Tutta quell’ispirazione squisitamente british va a servizio delle idee riuscite di questo lotto di brani. Ascoltare i Big Big Train di oggi è quindi uno spettacolo totale. Atmosfere sensibili come potevano narrarvele i Camel di “Moonmadness” vengono elegantemente incorniciate dalla perizia esecutiva che solo band come The Flower Kings o Pendragon sono stati in grado di fare in passato.
Siamo di fronte ad un disco dal potenziale elevatissimo dove ogni brano è, ancora prima di essere musica, una canzone, dove ogni contributo esecutivo è perfettamente amalgamato agli altri in un rincorrersi di arrangiamenti pieni di stile e gusto. Un gusto che accompagna l’ascolto ondeggiando su momenti distesi così come su pezzi decisamente più rock che, corroborati da un parco suoni robusto, arrivano con un certo impatto. In aggiunta a questa compattezza ecco che la cura degli arrangiamenti va a smussare quelle ‘spigolature’ classicamente prog rock che rendono questo nuovo capitolo discografico un vero e proprio pezzo da novanta, non solo nella discografia del gruppo, ma anche nell’attuale panorama del genere.

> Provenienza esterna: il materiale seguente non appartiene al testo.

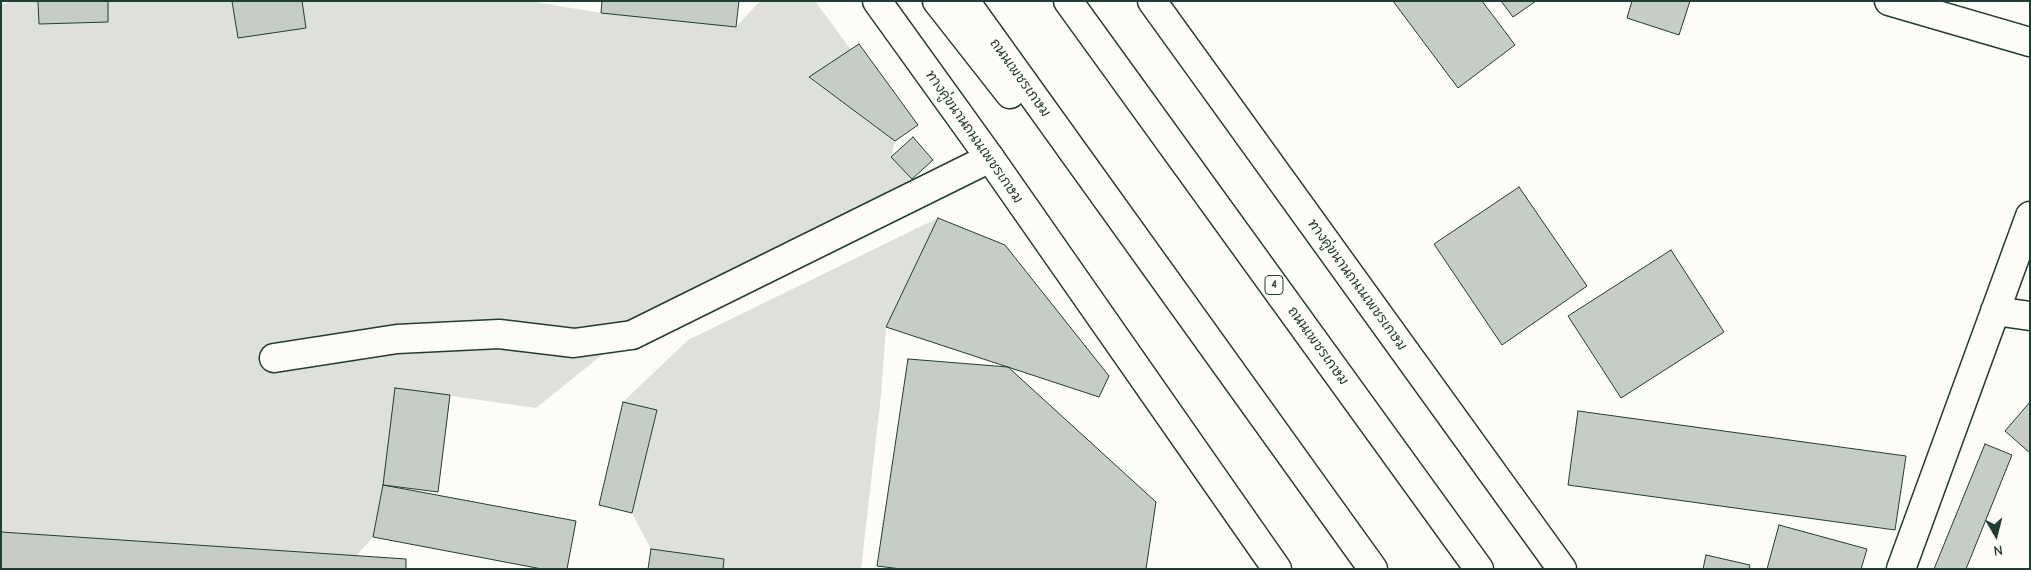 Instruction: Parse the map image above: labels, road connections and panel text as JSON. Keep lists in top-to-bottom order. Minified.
{"streets":{"main road":["ถนนเพชรเกษม","ทางคู่ขนานถนนเพชรเกษม","4"]},"north":"bottom"} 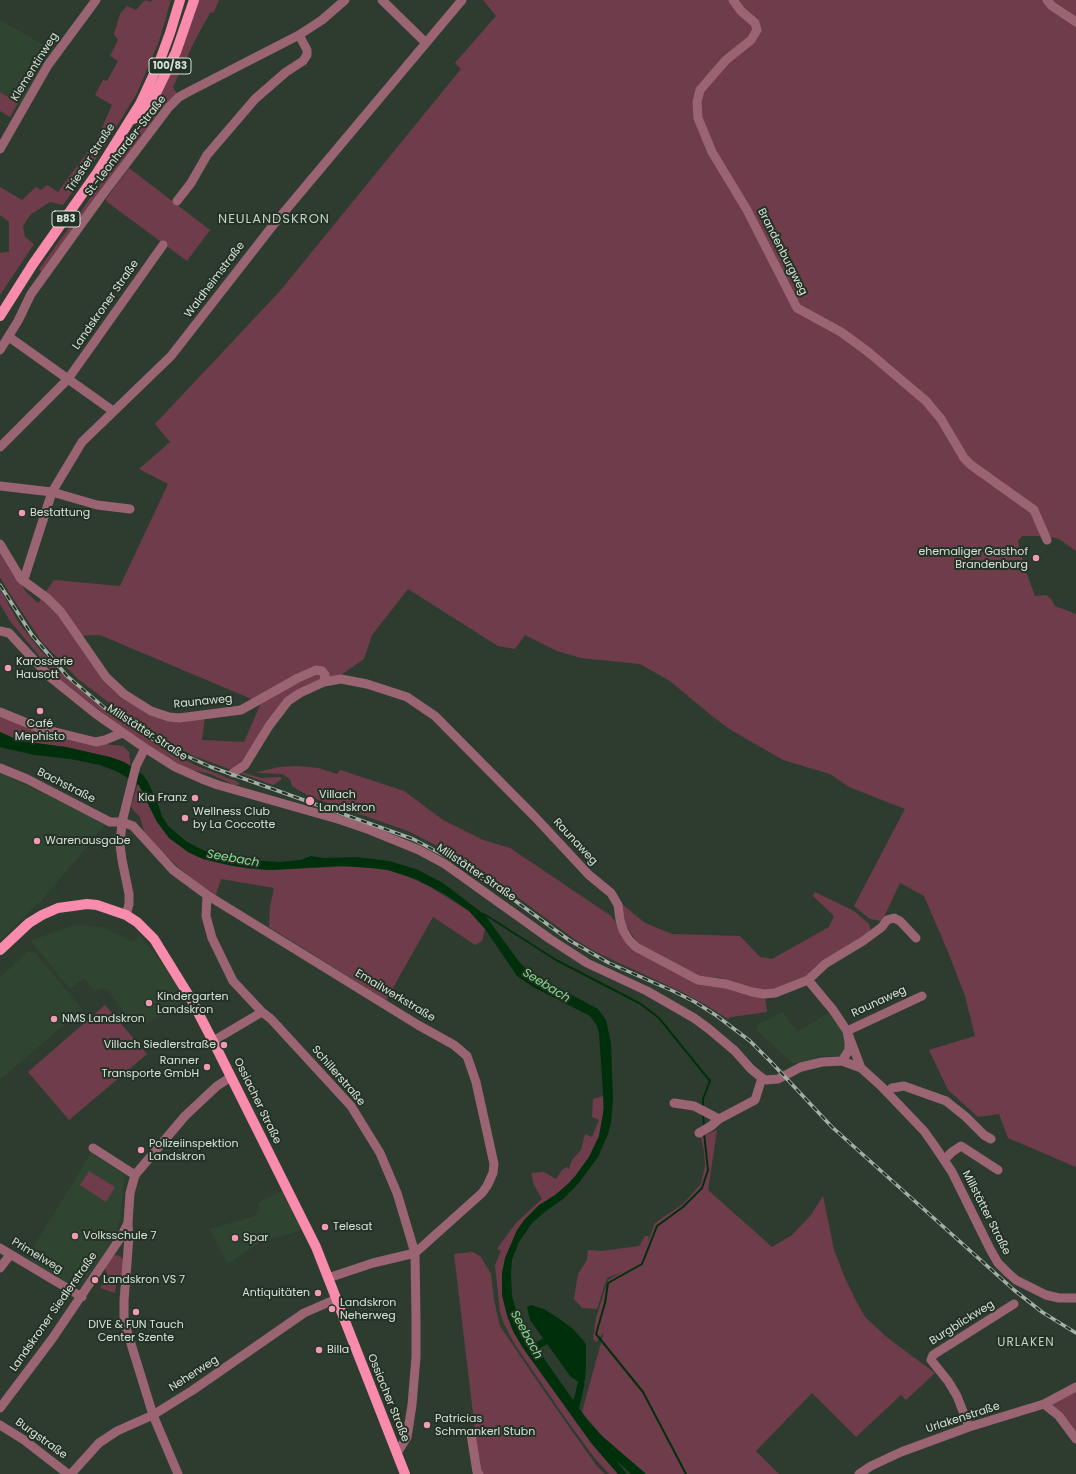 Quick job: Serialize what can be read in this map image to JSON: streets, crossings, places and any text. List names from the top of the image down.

Pezzi catchy come “Oblivion” o splendide ballad come “Love Is The Light” si abbracciano alla perfezione a intro eteree come quella di “Light Left In The Day” piuttosto che a pezzi giocosi dal carattere quasi mistico come “Skates On“. Un brano che però, a parer personale, riassume questo nuovo corso artistico/compositivo (ve ne citiamo solo uno in quanto significativo) è certamente “Beneath the Masts“. La canzone presenta un suono ricco, sofisticato, incastonato di molteplici raffinatezze. Un vero manifesto del progressive rock moderno. Le sezioni strumentali sono eleganti e danno vita ad un ambiente sonoro denso e coinvolgente. Il testo affronta temi di nostalgia, esplorando la relazione tra l’umanità e la vastità del mare, visto come un sogno desiderato.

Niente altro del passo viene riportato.